Stored dataset items:

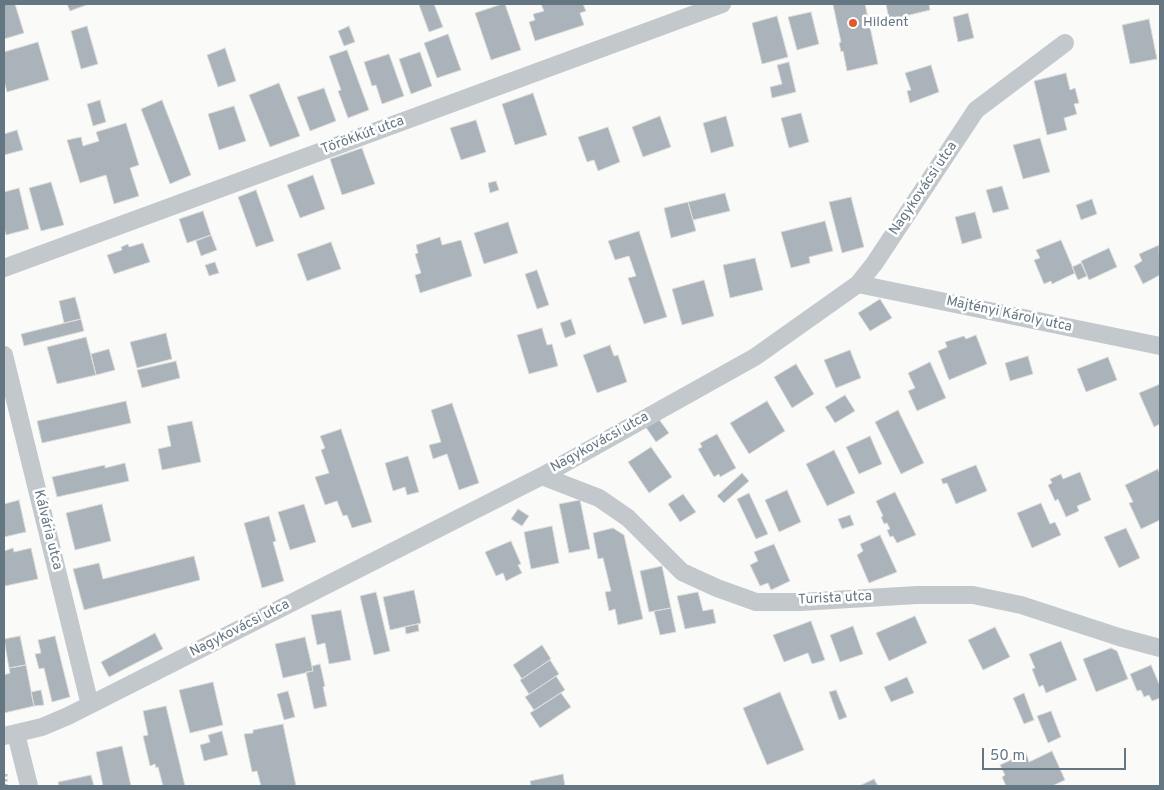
<!DOCTYPE html>
<meta charset="utf-8">
<style>
body{margin:0}
#map{position:relative;width:1164px;height:790px;overflow:hidden;background:#fafaf8;font-family:Overpass,sans-serif}
canvas{display:block}
.frame{position:absolute;inset:0;border:5px solid #657683;pointer-events:none}
.scale{position:absolute;left:982px;top:748px;width:144px;height:22px;box-sizing:border-box;border:2px solid #657683;border-top:0;padding-left:6px;font-size:15px;line-height:18px;white-space:nowrap;color:#657683;-webkit-text-stroke:4px #fff;paint-order:stroke}
</style>
<div id="map">
<canvas width="1164" height="790"></canvas>
<div class="frame"></div>
<div class="scale">50 m</div>
</div>
<script>
const ctx = document.querySelector('canvas').getContext('2d');
ctx.lineJoin = 'round';
function fill(path, color) {
  ctx.fillStyle = color;
  ctx.fill(path, 'evenodd');
}
function poly(rows) {
  const path = new Path2D();
  for (const r of rows) {
    path.moveTo(r[0], r[1]);
    for (let i = 2; i < r.length; i += 2) path.lineTo(r[i], r[i + 1]);
  }
  return path;
}
function trace(path, color, width, dash) {
  ctx.strokeStyle = color;
  ctx.lineWidth = width;
  ctx.lineCap = dash ? 'butt' : 'round';
  ctx.setLineDash(dash || []);
  ctx.stroke(path);
}
function write(font, color, halo, rows, align = 'center') {
  ctx.font = font + ' Overpass,sans-serif';
  ctx.lineWidth = 5;
  ctx.setLineDash([]);
  ctx.textBaseline = 'middle';
  ctx.strokeStyle = halo;
  ctx.fillStyle = color;
  for (const [text, x, y, turn = 0] of rows) {
    ctx.save();
    ctx.translate(x, y);
    ctx.rotate((+turn || 0) * Math.PI / 180);
    ctx.textAlign = isNaN(turn) ? turn : align;
    if (halo) ctx.strokeText(text, 0, 0);
    ctx.fillText(text, 0, 0);
    ctx.restore();
  }
}
const building = poly([
 [4,4,15,4,24,33,4,39,4,4],
 [67,4,89,4,70,11,67,4],
 [421,4,434,4,443,27,429,32,419,5,421,4],
 [502,4,505,4,521,50,491,60,475,13,502,4],
 [541,4,583,4,586,11,580,13,584,25,535,41,529,22,535,20,533,14,544,11,541,4],
 [837,4,865,4,878,64,847,71,843,51,841,52,839,43,841,42,833,5,837,4],
 [886,4,929,4,930,10,889,20,886,4],
 [811,12,819,44,797,50,788,17,811,12],
 [968,13,974,38,958,42,953,17,968,13],
 [777,16,788,57,762,64,752,23,777,16],
 [1149,19,1157,59,1130,64,1122,25,1149,19],
 [87,26,98,64,81,69,71,31,87,26],
 [349,26,355,42,344,46,338,31,349,26],
 [448,34,461,70,437,78,424,43,448,34],
 [38,42,49,80,7,92,4,81,4,52,38,42],
 [225,48,236,81,218,87,207,55,225,48],
 [347,50,369,110,348,118,338,91,341,90,329,56,347,50],
 [420,52,432,86,411,94,399,59,420,52],
 [389,54,404,96,382,104,376,85,372,86,364,62,389,54],
 [789,62,796,92,772,98,770,87,782,84,777,65,789,62],
 [931,65,939,92,910,103,907,91,911,90,905,73,931,65],
 [1066,73,1070,90,1075,88,1079,103,1074,104,1077,114,1064,118,1067,130,1047,135,1034,81,1066,73],
 [279,83,300,136,270,147,249,95,279,83],
 [324,88,336,121,310,131,297,97,324,88],
 [533,93,547,135,515,145,502,104,533,93],
 [100,100,106,122,93,126,87,104,100,100],
 [162,100,191,175,170,184,141,109,162,100],
 [234,106,246,141,219,150,208,114,234,106],
 [801,113,809,142,789,148,781,118,801,113],
 [660,116,671,147,643,157,632,127,660,116],
 [726,116,734,146,711,153,703,123,726,116],
 [476,120,486,152,461,160,450,128,476,120],
 [126,123,139,165,130,168,139,196,114,204,106,175,80,183,67,140,81,137,83,146,99,141,96,132,126,123],
 [608,127,620,162,598,171,594,160,587,162,578,137,608,127],
 [17,130,23,150,4,155,4,134,17,130],
 [1040,138,1050,172,1023,179,1013,145,1040,138],
 [362,148,375,184,342,195,330,159,362,148],
 [313,175,325,209,300,218,287,185,313,175],
 [496,181,499,190,490,193,488,183,496,181],
 [51,182,64,225,41,231,29,188,51,182],
 [1002,186,1009,209,993,213,986,190,1002,186],
 [19,188,29,229,6,235,4,228,4,192,19,188],
 [256,190,274,241,256,247,238,197,256,190],
 [725,193,730,211,693,220,688,202,725,193],
 [851,197,864,247,842,253,829,202,851,197],
 [1092,199,1097,214,1081,220,1076,205,1092,199],
 [688,202,696,231,671,238,664,208,688,202],
 [203,211,211,235,187,243,179,219,203,211],
 [975,212,982,238,962,244,955,217,975,212],
 [825,221,833,251,809,257,810,263,791,268,781,232,825,221],
 [508,222,518,253,484,264,474,233,508,222],
 [639,231,667,317,644,324,628,278,636,276,629,256,615,260,608,241,639,231],
 [211,235,217,250,201,256,196,241,211,235],
 [440,237,442,245,461,240,472,276,420,293,415,275,421,273,415,254,418,253,416,245,440,237],
 [1061,240,1075,273,1052,284,1051,281,1044,284,1034,260,1040,258,1036,250,1061,240],
 [331,242,341,269,307,281,297,254,331,242],
 [143,243,150,262,114,274,107,255,122,250,121,247,128,244,129,247,143,243],
 [1159,245,1160,275,1143,284,1134,266,1142,261,1139,254,1159,245],
 [1109,248,1117,267,1089,280,1081,261,1109,248],
 [755,258,763,290,730,298,723,265,755,258],
 [215,262,219,273,209,276,205,265,215,262],
 [1081,263,1087,276,1078,280,1072,267,1081,263],
 [537,270,549,305,537,309,525,274,537,270],
 [704,280,714,316,682,325,672,289,704,280],
 [75,297,81,319,64,323,59,301,75,297],
 [880,299,892,318,870,331,858,313,880,299],
 [81,319,84,331,24,346,21,334,81,319],
 [571,319,576,334,565,338,560,323,571,319],
 [542,328,547,345,552,344,558,366,529,374,517,335,542,328],
 [166,333,172,359,137,368,130,342,166,333],
 [976,335,987,364,949,380,938,351,947,347,945,342,964,336,966,339,976,335],
 [86,337,96,375,57,384,47,347,86,337],
 [610,345,614,356,618,355,627,382,597,393,583,355,610,345],
 [109,349,115,370,96,375,91,354,109,349],
 [850,350,861,378,836,388,824,360,850,350],
 [1028,356,1033,374,1010,381,1005,363,1028,356],
 [1108,357,1117,380,1086,392,1077,369,1108,357],
 [176,361,180,378,142,388,137,370,176,361],
 [930,362,946,398,917,411,908,391,915,388,908,373,930,362],
 [796,364,814,394,792,408,774,377,796,364],
 [1160,384,1160,424,1154,427,1139,393,1160,384],
 [845,395,855,411,835,423,825,407,845,395],
 [126,401,131,423,42,443,37,421,126,401],
 [767,401,785,431,749,454,730,423,767,401],
 [452,403,479,483,459,490,447,454,433,459,429,445,441,442,431,410,452,403],
 [898,410,924,463,901,474,875,422,898,410],
 [658,418,669,433,656,442,645,426,658,418],
 [192,421,201,462,162,470,158,449,171,446,167,426,192,421],
 [341,429,372,522,352,528,347,515,343,516,337,501,325,505,315,477,329,473,321,450,325,448,320,436,341,429],
 [717,434,736,468,720,477,719,474,714,477,698,449,702,447,700,443,717,434],
 [870,436,882,464,859,474,846,447,870,436],
 [651,447,672,477,649,493,628,462,651,447],
 [834,450,855,493,827,506,806,464,834,450],
 [408,456,419,492,407,495,405,487,393,491,385,463,408,456],
 [125,463,129,481,57,497,52,477,105,465,105,468,125,463],
 [976,465,987,491,956,504,947,483,943,484,941,479,976,465],
 [1158,469,1160,474,1160,520,1141,529,1129,503,1133,502,1125,485,1158,469],
 [1080,472,1091,500,1077,506,1079,511,1066,517,1058,499,1055,501,1048,485,1052,483,1050,479,1061,474,1063,479,1080,472],
 [742,473,749,481,724,503,717,496,742,473],
 [787,490,801,522,779,532,765,500,787,490],
 [895,492,916,535,897,543,893,536,890,537,887,530,890,529,887,523,884,524,881,517,883,516,876,501,895,492],
 [749,493,768,534,756,539,737,499,749,493],
 [683,494,696,512,680,522,668,504,683,494],
 [19,500,26,532,4,537,4,504,19,500],
 [580,500,590,549,569,553,559,504,580,500],
 [1041,503,1050,524,1055,522,1061,535,1032,548,1017,513,1041,503],
 [102,504,111,541,75,550,66,513,102,504],
 [304,504,316,542,290,550,278,512,304,504],
 [518,509,529,516,522,526,511,519,518,509],
 [850,515,854,525,842,529,838,519,850,515],
 [269,516,276,541,273,542,284,581,262,588,244,523,269,516],
 [552,526,559,563,531,569,524,532,552,526],
 [613,528,624,535,643,619,618,625,615,609,609,611,605,592,611,591,603,558,598,559,593,533,613,528],
 [1126,528,1140,558,1119,568,1104,537,1126,528],
 [880,535,897,572,869,583,857,555,863,551,860,544,880,535],
 [511,541,521,564,518,565,522,573,506,581,503,573,496,576,485,552,511,541],
 [774,544,790,581,771,590,768,583,760,586,750,565,758,561,754,552,774,544],
 [13,548,14,552,31,548,38,579,5,586,4,580,4,551,13,548],
 [194,556,200,580,84,610,73,569,99,563,103,579,194,556],
 [662,566,671,608,649,612,640,571,662,566],
 [414,590,421,623,390,630,383,597,414,590],
 [376,592,390,651,374,655,360,596,376,592],
 [698,592,703,611,713,609,716,623,685,629,677,596,698,592],
 [671,608,676,632,660,635,654,611,671,608],
 [341,610,351,660,329,664,325,643,317,645,311,615,341,610],
 [915,616,927,643,889,661,876,633,915,616],
 [811,621,825,660,812,664,808,653,784,662,773,635,811,621],
 [418,624,419,631,406,634,405,627,418,624],
 [853,626,863,654,840,662,830,635,853,626],
 [995,627,1010,657,983,670,968,640,995,627],
 [155,633,163,649,109,677,101,662,155,633],
 [20,636,26,665,9,668,4,639,20,636],
 [55,636,70,697,52,702,44,668,39,669,35,654,41,653,38,640,55,636],
 [305,637,313,671,283,678,275,644,305,637],
 [1061,641,1077,680,1046,693,1043,685,1039,687,1032,669,1035,668,1029,654,1061,641],
 [542,645,551,659,522,679,513,665,542,645],
 [1111,648,1117,651,1128,679,1096,692,1083,659,1111,648],
 [550,660,559,674,529,694,520,680,550,660],
 [320,664,325,686,323,687,327,706,314,709,306,672,313,671,312,666,320,664],
 [26,665,34,706,4,713,4,675,10,673,9,668,26,665],
 [1151,665,1160,686,1160,698,1152,701,1149,695,1144,697,1141,690,1137,691,1130,674,1151,665],
 [556,676,565,690,534,710,525,697,556,676],
 [907,677,914,693,891,702,884,687,907,677],
 [213,682,223,725,190,733,179,690,213,682],
 [41,690,44,705,34,706,31,692,41,690],
 [836,690,847,717,839,720,829,692,836,690],
 [288,691,295,717,284,720,277,694,288,691],
 [780,692,804,750,767,765,743,708,780,692],
 [561,693,571,707,540,728,530,713,561,693],
 [1024,693,1034,720,1024,724,1013,698,1024,693],
 [166,706,185,786,163,786,158,767,156,768,155,764,150,766,143,736,148,735,143,711,166,706],
 [1051,711,1061,737,1048,743,1037,716,1051,711],
 [283,724,296,786,261,786,257,771,252,772,244,734,253,733,253,730,283,724],
 [222,731,228,755,204,761,200,745,210,742,208,735,222,731],
 [122,746,131,786,103,786,96,752,122,746],
 [1052,751,1065,780,1052,786,1006,786,1002,777,1005,775,1000,765,1026,753,1029,762,1052,751],
 [563,774,565,786,531,786,530,781,563,774],
 [91,775,94,786,59,786,58,782,91,775],
 [874,779,878,786,859,786,874,779]
]);
const path = poly([
 [6,774,6,786]
]);
const street = poly([
 [4,268,722,4],
 [858,284,1160,346],
 [4,355,90,705],
 [542,476,599,498,628,518,682,572,717,588,756,602,800,602,917,595,973,595,1021,605,1119,637,1160,648],
 [16,734,29,786],
 [4,736,42,727,68,716,542,476,755,357,858,284,874,264,976,110,1065,43]
]);
const markers = [
 [853,23,5,"#e4572e"]
];
const poiNames = [
 ["Hildent",863,23]
];
const streetNames = [
 ["Törökkút utca",363,136,-20],
 ["Nagykovácsi utca",924,189,-56],
 ["Majtényi Károly utca",1009,315,12],
 ["Nagykovácsi utca",600,443,-29],
 ["Kálvária utca",47,530,76],
 ["Turista utca",835,599,-3],
 ["Nagykovácsi utca",240,629,-27]
];
fill(building, '#aab3b9');
trace(building, '#dcdcda', 1);
trace(path, '#bbbfc2', 3, [2.5, 2.5]);
trace(street, '#c3c8cc', 18);
for (const [x, y, r, color] of markers) {
  const dot = new Path2D();
  dot.arc(x, y, r, 0, 2 * Math.PI);
  ctx.fillStyle = color;
  ctx.fill(dot);
  trace(dot, '#fff', 2);
}
write('14px', '#657683', '#fff', poiNames, 'left');
write('14px', '#657683', '#fff', streetNames);
</script>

* [Work order]: List every line above containing the word "lineWidth".

* [Solution for this task]:
  ctx.lineWidth = width;
  ctx.lineWidth = 5;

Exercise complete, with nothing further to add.